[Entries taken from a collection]
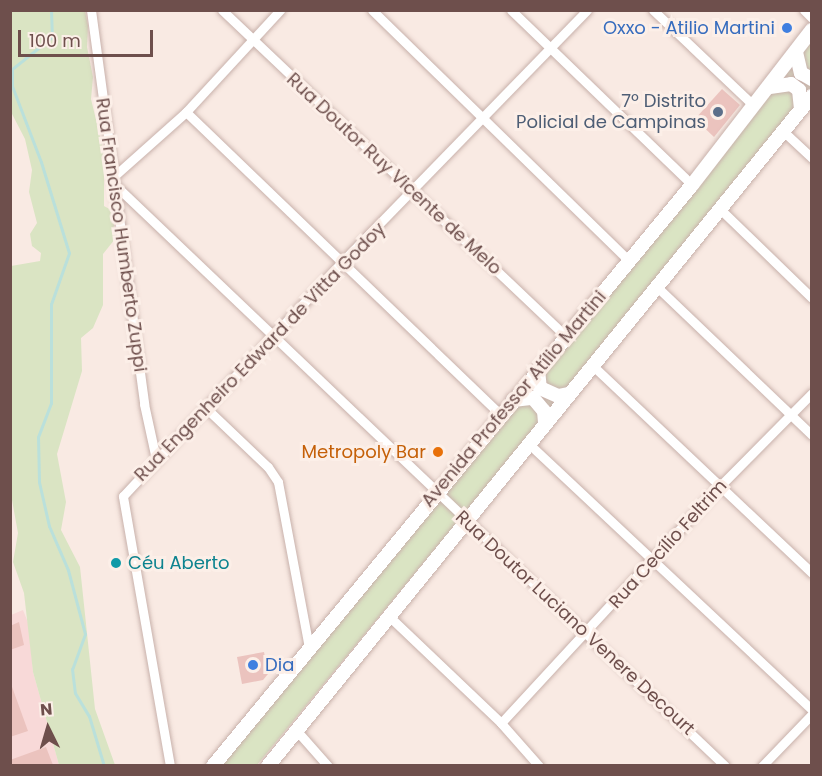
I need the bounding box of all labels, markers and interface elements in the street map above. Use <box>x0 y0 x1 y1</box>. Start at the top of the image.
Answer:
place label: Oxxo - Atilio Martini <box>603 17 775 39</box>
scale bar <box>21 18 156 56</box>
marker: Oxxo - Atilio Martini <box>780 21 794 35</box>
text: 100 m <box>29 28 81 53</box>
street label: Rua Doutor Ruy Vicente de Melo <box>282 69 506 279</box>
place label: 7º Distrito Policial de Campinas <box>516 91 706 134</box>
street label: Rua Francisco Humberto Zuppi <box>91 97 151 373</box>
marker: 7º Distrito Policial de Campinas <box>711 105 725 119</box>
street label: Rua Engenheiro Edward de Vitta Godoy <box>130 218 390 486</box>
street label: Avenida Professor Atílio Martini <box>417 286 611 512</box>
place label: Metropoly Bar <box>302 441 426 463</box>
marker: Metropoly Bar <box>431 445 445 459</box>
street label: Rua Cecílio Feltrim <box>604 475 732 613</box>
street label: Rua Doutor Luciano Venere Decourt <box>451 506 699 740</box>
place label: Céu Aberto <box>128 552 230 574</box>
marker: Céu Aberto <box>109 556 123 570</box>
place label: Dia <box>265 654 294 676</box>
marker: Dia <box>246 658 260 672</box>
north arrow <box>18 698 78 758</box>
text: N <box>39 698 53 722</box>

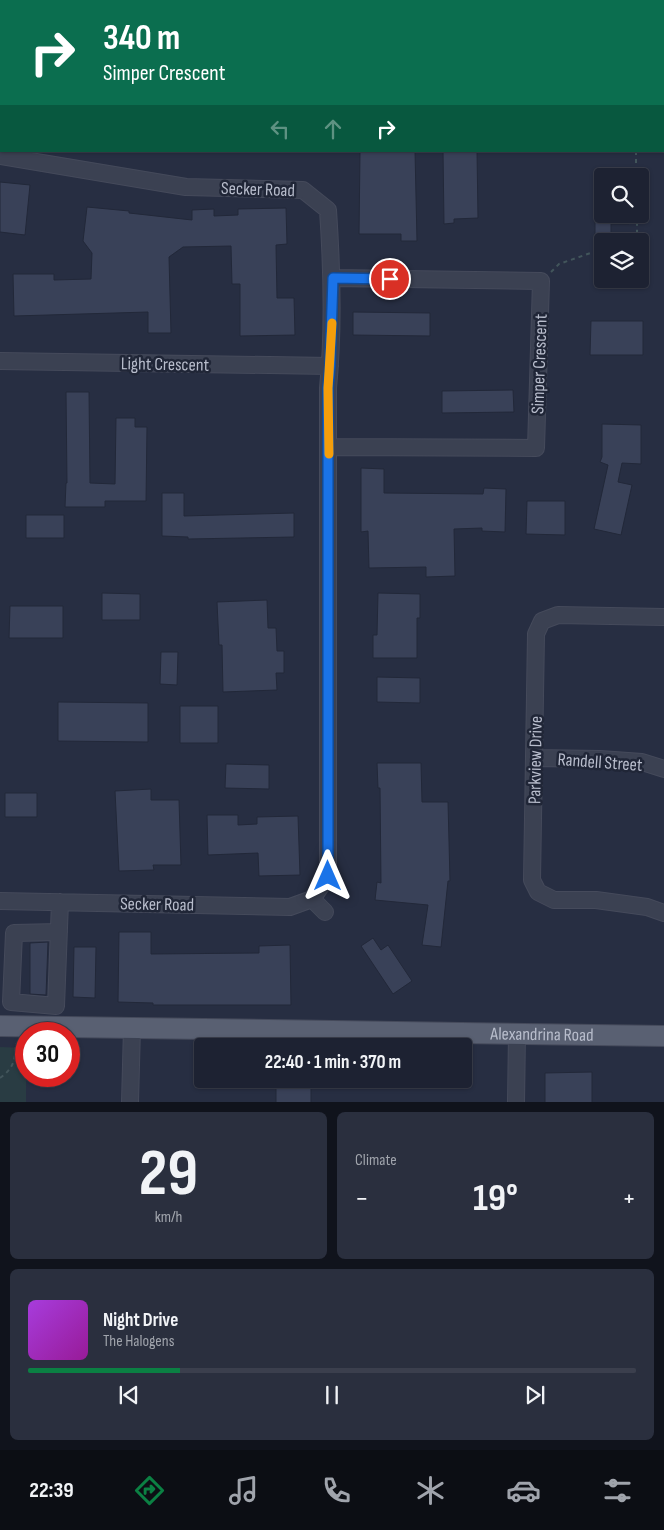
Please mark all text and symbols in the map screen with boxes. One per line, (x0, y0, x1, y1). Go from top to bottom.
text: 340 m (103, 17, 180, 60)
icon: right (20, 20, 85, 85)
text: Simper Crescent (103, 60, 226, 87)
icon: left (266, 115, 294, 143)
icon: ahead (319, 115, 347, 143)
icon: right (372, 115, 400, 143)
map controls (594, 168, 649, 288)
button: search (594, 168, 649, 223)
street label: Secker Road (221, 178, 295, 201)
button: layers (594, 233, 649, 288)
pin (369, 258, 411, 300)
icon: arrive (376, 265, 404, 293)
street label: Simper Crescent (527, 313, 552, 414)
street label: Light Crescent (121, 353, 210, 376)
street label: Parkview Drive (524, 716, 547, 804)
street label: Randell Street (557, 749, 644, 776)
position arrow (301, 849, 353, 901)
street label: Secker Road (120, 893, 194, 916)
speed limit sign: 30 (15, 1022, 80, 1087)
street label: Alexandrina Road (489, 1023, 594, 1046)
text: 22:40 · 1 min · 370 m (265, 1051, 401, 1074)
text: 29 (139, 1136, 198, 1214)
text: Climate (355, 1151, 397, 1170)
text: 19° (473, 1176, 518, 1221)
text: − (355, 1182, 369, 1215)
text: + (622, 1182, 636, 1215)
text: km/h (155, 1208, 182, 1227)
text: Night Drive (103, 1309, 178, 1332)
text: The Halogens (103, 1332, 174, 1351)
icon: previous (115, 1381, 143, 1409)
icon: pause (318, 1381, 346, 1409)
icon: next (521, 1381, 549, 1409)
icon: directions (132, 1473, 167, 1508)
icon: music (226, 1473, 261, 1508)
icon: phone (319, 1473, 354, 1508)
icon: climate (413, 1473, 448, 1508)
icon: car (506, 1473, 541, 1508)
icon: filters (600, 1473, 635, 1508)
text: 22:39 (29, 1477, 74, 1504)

---

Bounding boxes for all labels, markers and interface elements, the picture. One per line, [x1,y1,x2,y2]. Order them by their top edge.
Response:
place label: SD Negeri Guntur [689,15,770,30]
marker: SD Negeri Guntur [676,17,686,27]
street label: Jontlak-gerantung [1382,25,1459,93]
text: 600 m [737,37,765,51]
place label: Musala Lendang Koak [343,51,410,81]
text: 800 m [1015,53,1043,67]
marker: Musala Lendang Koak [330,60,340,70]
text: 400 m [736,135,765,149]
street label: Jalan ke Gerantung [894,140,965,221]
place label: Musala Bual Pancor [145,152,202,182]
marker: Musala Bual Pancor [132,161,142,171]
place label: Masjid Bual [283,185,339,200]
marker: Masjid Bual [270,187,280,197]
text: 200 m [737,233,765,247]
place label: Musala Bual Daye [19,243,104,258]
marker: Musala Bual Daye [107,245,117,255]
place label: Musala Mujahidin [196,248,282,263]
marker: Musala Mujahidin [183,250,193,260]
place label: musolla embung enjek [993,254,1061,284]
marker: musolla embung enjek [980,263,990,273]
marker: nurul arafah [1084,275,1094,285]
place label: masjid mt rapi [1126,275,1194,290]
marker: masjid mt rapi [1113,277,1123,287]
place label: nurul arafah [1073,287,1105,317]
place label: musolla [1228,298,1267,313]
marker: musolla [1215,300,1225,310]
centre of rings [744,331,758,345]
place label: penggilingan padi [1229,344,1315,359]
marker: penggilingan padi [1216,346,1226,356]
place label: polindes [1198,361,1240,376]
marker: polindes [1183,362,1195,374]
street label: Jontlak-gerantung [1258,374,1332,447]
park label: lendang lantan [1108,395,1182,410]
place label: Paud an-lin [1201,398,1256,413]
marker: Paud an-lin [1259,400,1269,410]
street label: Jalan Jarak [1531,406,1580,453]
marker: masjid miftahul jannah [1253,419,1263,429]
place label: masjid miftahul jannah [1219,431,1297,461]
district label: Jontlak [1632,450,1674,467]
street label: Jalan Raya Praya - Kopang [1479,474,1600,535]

> WORK REQUEST
Show every line above in which the word "Doutor" occurs.

> SOLUTION TO THE EXERCISE
street label: Rua Doutor Ruy Vicente de Melo <box>282 69 506 279</box>
street label: Rua Doutor Luciano Venere Decourt <box>451 506 699 740</box>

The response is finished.